▶ _Assignment_:
In this exercise, the entries below are to be transcribed exactly, line by line.

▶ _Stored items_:
%%

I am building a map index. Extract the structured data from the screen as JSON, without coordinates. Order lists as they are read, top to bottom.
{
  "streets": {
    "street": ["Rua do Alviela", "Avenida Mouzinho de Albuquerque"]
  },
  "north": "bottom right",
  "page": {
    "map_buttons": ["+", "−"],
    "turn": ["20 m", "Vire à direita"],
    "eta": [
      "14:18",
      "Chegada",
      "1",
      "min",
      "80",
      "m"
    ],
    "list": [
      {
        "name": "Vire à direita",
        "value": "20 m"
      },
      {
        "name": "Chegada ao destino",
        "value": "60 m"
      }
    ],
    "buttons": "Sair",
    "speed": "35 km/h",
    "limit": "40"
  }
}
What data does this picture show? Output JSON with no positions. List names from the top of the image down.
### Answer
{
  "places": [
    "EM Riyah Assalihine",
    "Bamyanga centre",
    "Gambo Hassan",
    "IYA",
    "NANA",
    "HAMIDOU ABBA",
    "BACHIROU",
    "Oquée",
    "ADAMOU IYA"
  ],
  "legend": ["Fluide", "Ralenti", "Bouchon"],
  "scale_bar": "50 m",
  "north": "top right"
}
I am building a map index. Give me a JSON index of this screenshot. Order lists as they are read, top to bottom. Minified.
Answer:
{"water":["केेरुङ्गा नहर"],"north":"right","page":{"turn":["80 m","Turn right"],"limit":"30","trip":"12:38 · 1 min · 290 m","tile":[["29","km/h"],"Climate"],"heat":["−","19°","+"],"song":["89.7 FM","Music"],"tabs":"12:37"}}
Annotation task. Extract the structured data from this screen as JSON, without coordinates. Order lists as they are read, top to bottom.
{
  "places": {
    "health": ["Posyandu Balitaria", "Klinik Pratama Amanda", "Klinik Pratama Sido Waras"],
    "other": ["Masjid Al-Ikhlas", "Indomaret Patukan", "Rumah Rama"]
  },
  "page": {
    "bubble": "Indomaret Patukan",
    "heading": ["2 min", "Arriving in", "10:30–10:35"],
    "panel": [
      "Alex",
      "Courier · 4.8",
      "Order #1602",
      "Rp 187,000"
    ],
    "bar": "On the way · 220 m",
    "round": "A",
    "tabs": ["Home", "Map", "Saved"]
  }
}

%%

▶ _Solution_:
I am building a map index. Extract the structured data from the screen as JSON, without coordinates. Order lists as they are read, top to bottom.
{
  "streets": {
    "street": ["Rua do Alviela", "Avenida Mouzinho de Albuquerque"]
  },
  "north": "bottom right",
  "page": {
    "map_buttons": ["+", "−"],
    "turn": ["20 m", "Vire à direita"],
    "eta": [
      "14:18",
      "Chegada",
      "1",
      "min",
      "80",
      "m"
    ],
    "list": [
      {
        "name": "Vire à direita",
        "value": "20 m"
      },
      {
        "name": "Chegada ao destino",
        "value": "60 m"
      }
    ],
    "buttons": "Sair",
    "speed": "35 km/h",
    "limit": "40"
  }
}
What data does this picture show? Output JSON with no positions. List names from the top of the image down.
### Answer
{
  "places": [
    "EM Riyah Assalihine",
    "Bamyanga centre",
    "Gambo Hassan",
    "IYA",
    "NANA",
    "HAMIDOU ABBA",
    "BACHIROU",
    "Oquée",
    "ADAMOU IYA"
  ],
  "legend": ["Fluide", "Ralenti", "Bouchon"],
  "scale_bar": "50 m",
  "north": "top right"
}
I am building a map index. Give me a JSON index of this screenshot. Order lists as they are read, top to bottom. Minified.
Answer:
{"water":["केेरुङ्गा नहर"],"north":"right","page":{"turn":["80 m","Turn right"],"limit":"30","trip":"12:38 · 1 min · 290 m","tile":[["29","km/h"],"Climate"],"heat":["−","19°","+"],"song":["89.7 FM","Music"],"tabs":"12:37"}}
Annotation task. Extract the structured data from this screen as JSON, without coordinates. Order lists as they are read, top to bottom.
{
  "places": {
    "health": ["Posyandu Balitaria", "Klinik Pratama Amanda", "Klinik Pratama Sido Waras"],
    "other": ["Masjid Al-Ikhlas", "Indomaret Patukan", "Rumah Rama"]
  },
  "page": {
    "bubble": "Indomaret Patukan",
    "heading": ["2 min", "Arriving in", "10:30–10:35"],
    "panel": [
      "Alex",
      "Courier · 4.8",
      "Order #1602",
      "Rp 187,000"
    ],
    "bar": "On the way · 220 m",
    "round": "A",
    "tabs": ["Home", "Map", "Saved"]
  }
}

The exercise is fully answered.